[Collected data]
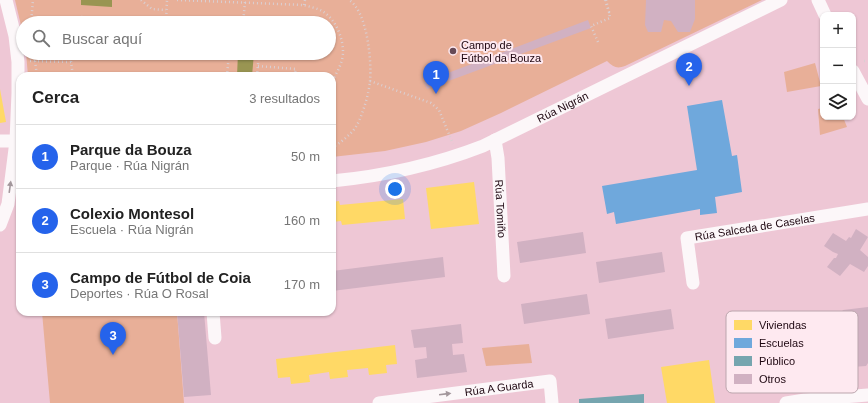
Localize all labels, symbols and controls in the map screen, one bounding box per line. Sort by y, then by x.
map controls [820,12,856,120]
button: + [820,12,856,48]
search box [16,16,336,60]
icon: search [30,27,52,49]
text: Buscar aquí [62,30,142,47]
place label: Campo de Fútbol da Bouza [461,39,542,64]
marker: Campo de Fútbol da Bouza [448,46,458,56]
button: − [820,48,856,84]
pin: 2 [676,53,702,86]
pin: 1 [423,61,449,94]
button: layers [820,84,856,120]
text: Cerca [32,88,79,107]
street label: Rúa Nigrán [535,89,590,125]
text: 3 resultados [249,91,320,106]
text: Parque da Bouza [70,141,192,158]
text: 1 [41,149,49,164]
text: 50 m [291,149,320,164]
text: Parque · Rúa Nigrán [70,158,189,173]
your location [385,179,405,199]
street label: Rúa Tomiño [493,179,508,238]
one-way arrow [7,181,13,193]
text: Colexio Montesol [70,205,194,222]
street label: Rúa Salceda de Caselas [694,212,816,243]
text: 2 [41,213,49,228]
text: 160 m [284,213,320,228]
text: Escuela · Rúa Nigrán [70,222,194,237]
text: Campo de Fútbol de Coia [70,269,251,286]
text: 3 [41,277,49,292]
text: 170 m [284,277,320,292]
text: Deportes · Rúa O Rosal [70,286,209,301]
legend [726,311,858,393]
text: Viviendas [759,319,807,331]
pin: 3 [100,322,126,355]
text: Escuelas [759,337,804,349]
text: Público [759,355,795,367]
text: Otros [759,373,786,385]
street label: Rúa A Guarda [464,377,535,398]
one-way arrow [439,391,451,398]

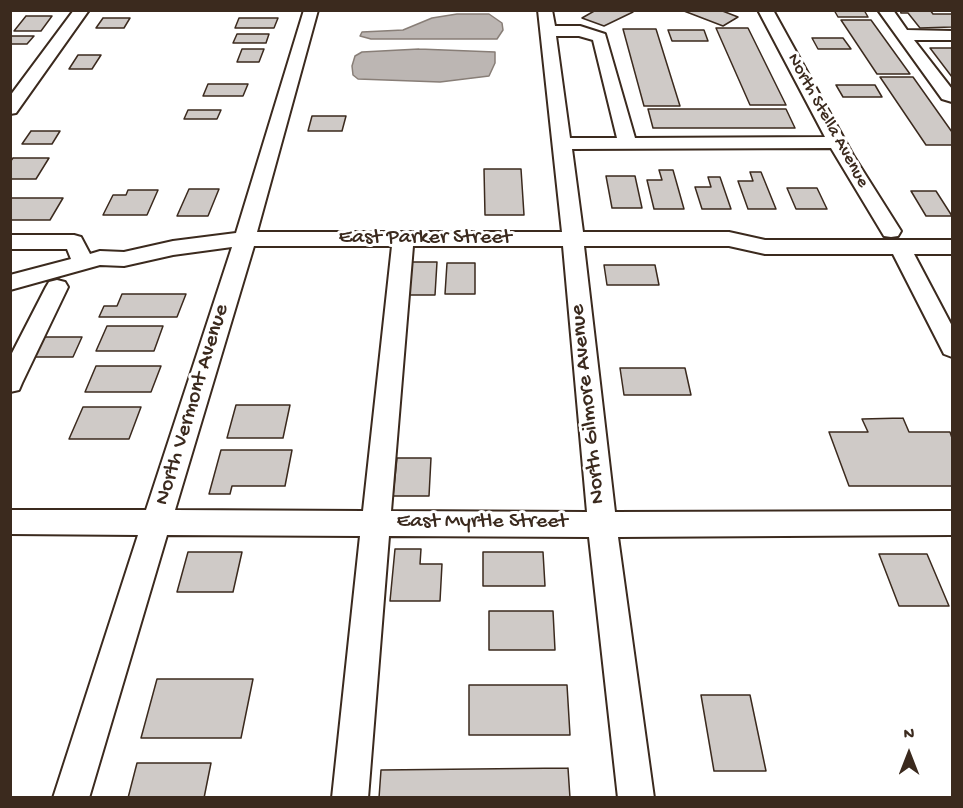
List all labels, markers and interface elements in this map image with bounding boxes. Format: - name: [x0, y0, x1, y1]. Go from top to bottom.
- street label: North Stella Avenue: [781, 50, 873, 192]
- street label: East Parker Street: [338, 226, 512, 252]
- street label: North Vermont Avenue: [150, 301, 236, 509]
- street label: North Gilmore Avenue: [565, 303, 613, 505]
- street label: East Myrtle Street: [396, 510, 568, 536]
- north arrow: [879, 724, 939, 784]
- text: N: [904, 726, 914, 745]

__INSTRUCTIONS TO FOLLOW__.
From the records above, how many lines include the word "labels"? Only the number is wanted.

__TASK RESPONSE__.
2